Of all Hitler’s WW2 ‘secret weapons’, one has survived unchanged to this day and remains in use by most armies of the world and millions of civilians. It may seem odd that something as innocuous as a canister for storing petrol would be designed and introduced under conditions of utmost secrecy, but that is exactly the circumstances in which the Wehrmachtskanister entered the world.
Hitler and his generals, secretly planning a fast-moving Blitzkreig across Europe, realised that even the best tanks in the world are pretty useless without a constant supply of fuel to feed them. As the British were to find out to their bitter cost in the North African campaign, petrol containers of the day were simply not up to the rigours of modern mobile warfare.
With typical thoroughness, German engineers set about designing the über-can. The design brief was pretty straightforward: make it strong, easy to open, easy to pour and easy to handle. The result was a minor masterpiece of ergonomics.
The 20-litre capacity canister was formed from two pressed-steel shells seam-welded together. Indentations in the sides added strength and also allowed for expansion of the fuel. So far, fairly straightforward, but the clever bit was at the top. The top deck was chamfered at the spout end to allow easy pouring and curved upwards at the rear to create a domed cavity. This meant that the can could not be fully filled and the resulting air space allowed for expansion of the fuel and provided buoyancy if the can was dropped into water.
While three parallel handles might seem like two too many, they were designed to allow the easy passage of cans from man to man in a ‘bucket-chain’ operation. The neck doubled as a spout, obviating the need for a separate funnel, and used a quick-release lever with a sealed lid instead of a screw top. A tube from the mouth to the internal air pocket allowed air in as fuel flowed out.
The final innovation was a lining of impervious plastic newly developed for the beer industry. In theory this meant that the cans could be used for both fuel and water.
In 1939 the German army had secretly stockpiled thousands of their new containers at Berlin’s Tempelhof airport, when a weird chain of events let the can out of the bag. Paul Pleiss, an American engineer living in Germany, was planning an overland trip to India, together with a German colleague, and they were casting around for a convenient and space-efficient way to carry a water supply. The German had access to the Tempelhof stockpile and ‘borrowed’ three of the cans, which they fitted under their vehicle. Before reaching India the German was recalled but Pleiss made it to Calcutta, where he stored the car, before flying back to the USA.
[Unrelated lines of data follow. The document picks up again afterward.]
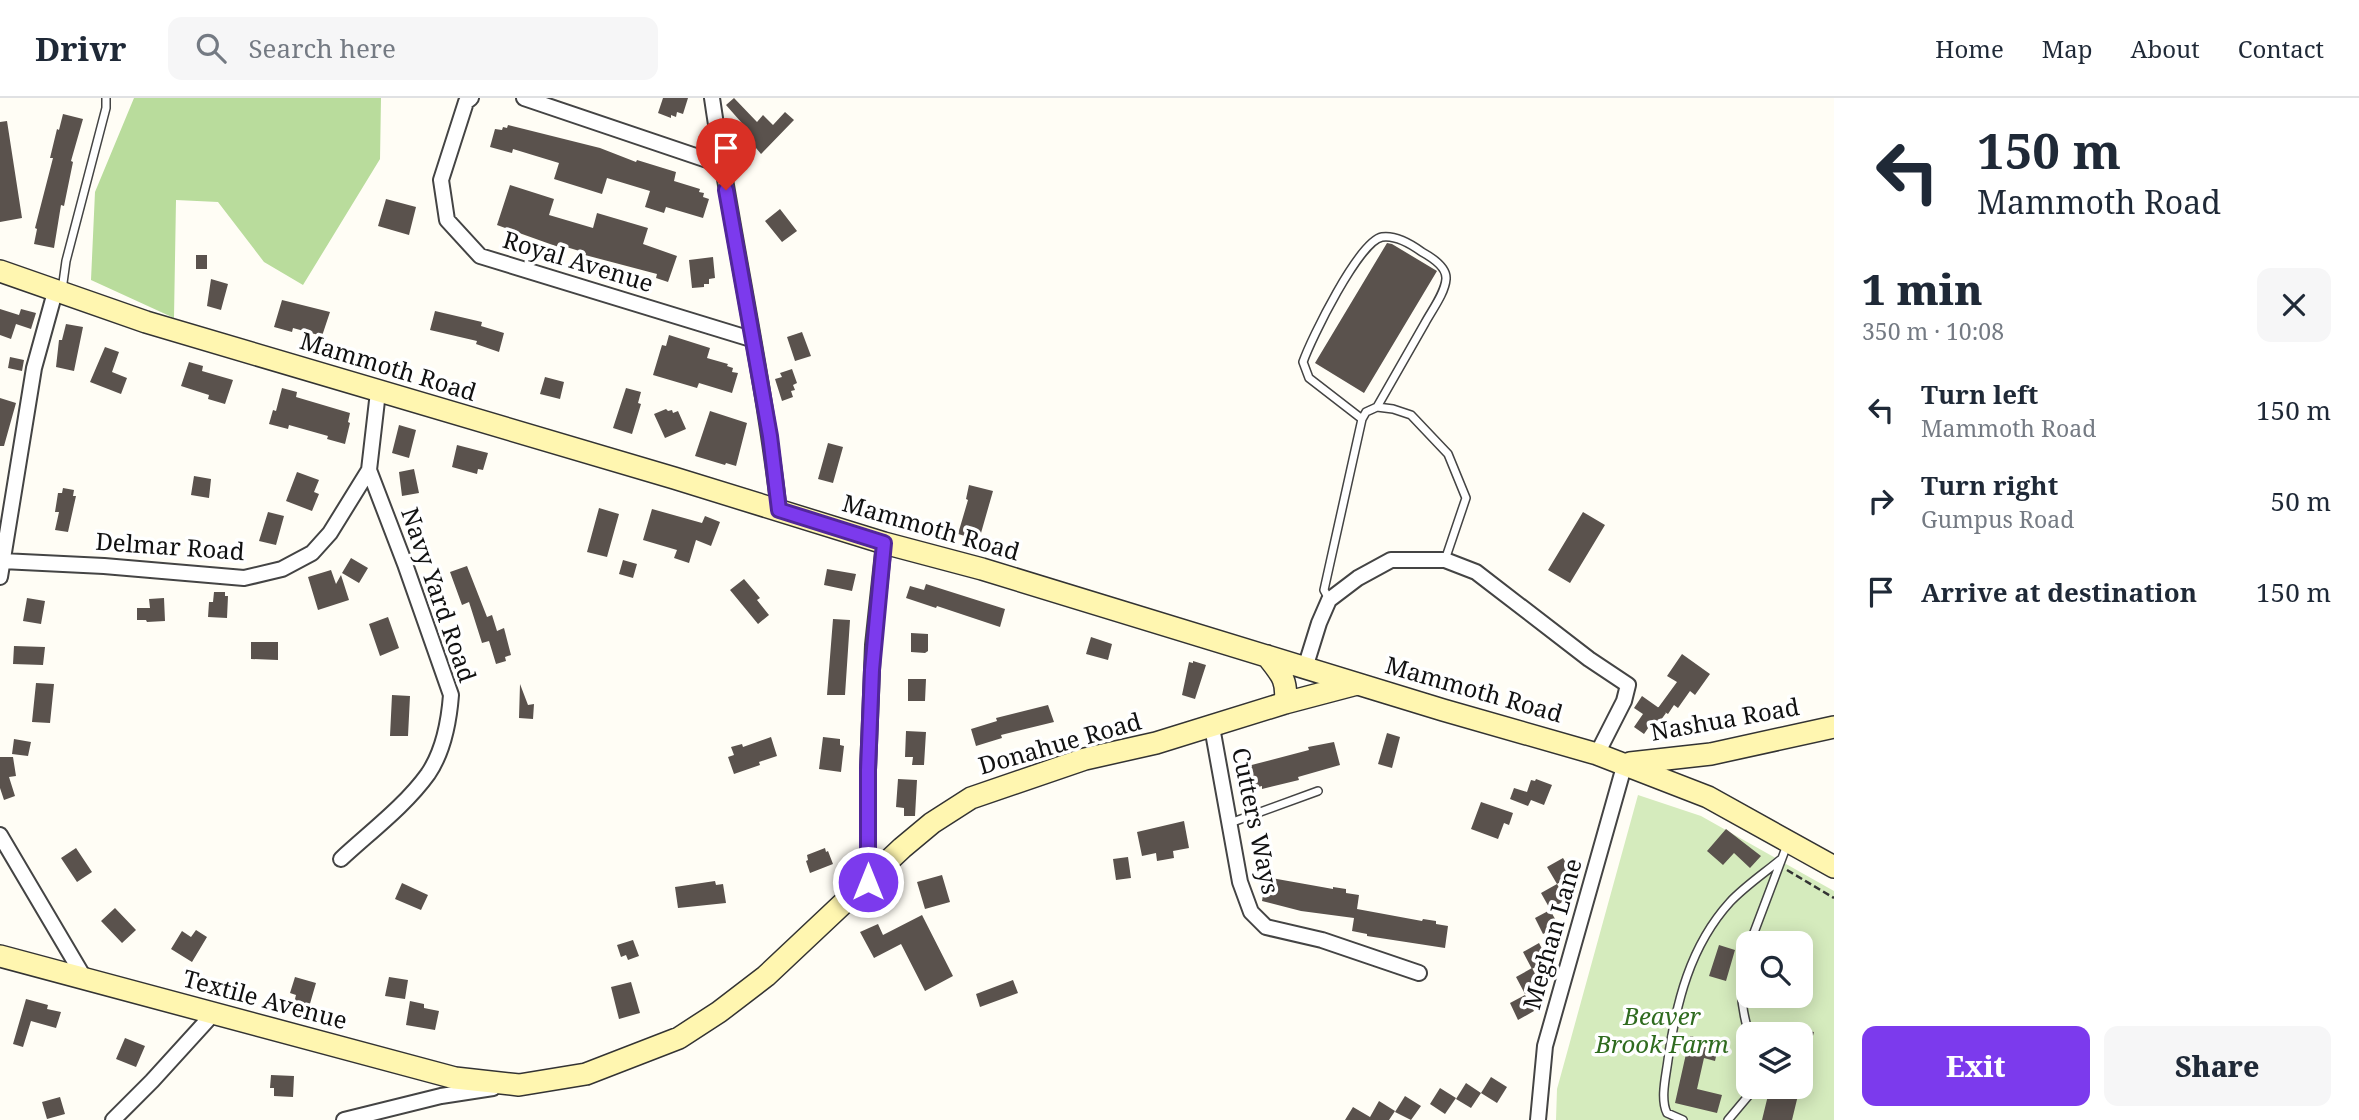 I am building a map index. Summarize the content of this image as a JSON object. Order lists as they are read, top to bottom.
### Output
{
  "streets": {
    "main road": [
      "Mammoth Road",
      "Nashua Road",
      "Donahue Road",
      "Textile Avenue"
    ],
    "street": [
      "Royal Avenue",
      "Delmar Road",
      "Navy Yard Road",
      "Cutters Ways",
      "Meghan Lane"
    ]
  },
  "crossings": [
    ["Mammoth Road", "Navy Yard Road"],
    ["Mammoth Road", "Nashua Road"],
    ["Mammoth Road", "Donahue Road"],
    ["Mammoth Road", "Meghan Lane"],
    ["Delmar Road", "Navy Yard Road"],
    ["Nashua Road", "Meghan Lane"],
    ["Donahue Road", "Cutters Ways"],
    ["Donahue Road", "Textile Avenue"]
  ],
  "parks": ["Beaver Brook Farm"],
  "page": {
    "header": "Drivr",
    "search": "Search here",
    "nav": [
      "Home",
      "Map",
      "About",
      "Contact"
    ],
    "turn": ["150 m", "Mammoth Road"],
    "heading": ["1 min", "350 m · 10:08"],
    "list": [
      {
        "name": "Turn left",
        "note": "Mammoth Road",
        "value": "150 m"
      },
      {
        "name": "Turn right",
        "note": "Gumpus Road",
        "value": "50 m"
      },
      {
        "name": "Arrive at destination",
        "value": "150 m"
      }
    ],
    "buttons": ["Exit", "Share"]
  }
} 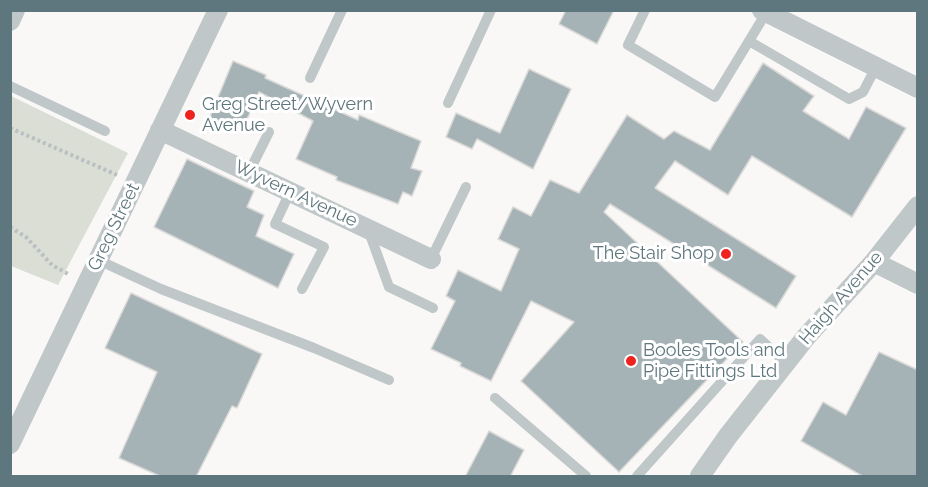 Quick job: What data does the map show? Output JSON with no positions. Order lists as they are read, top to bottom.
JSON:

Pleiss tried, without success, to interest the American military in the new fuel canister. Eventually he shipped his can-equipped car back to the US and sent one to the Government which produced, half-heartedly, an inferior version with a rolled seam and screw cap.
Meanwhile, the Brits, fighting Rommel in North Africa, quickly concluded that their five-gallon petrol tins were hopeless. Rough handling easily damaged them and just standing still they sprang leaks as the hot sun expanded the contents and burst the seams, creating massive wastage. The ebb and flow of the desert war meant that German fuel dumps were frequently overrun and the British lost no time in adopting, and naming, the ‘Jerry’ can as their preferred container, and soon put an exact copy into production.
By D-Day, in 1944, millions had been produced, and by the end of the war it is estimated that around 21 million Allied Jerrycans were stockpiled in Europe.
The US, too, soon adopted the Jerrycan, which became an essential accessory on the back of another WW2 icon – the Jeep.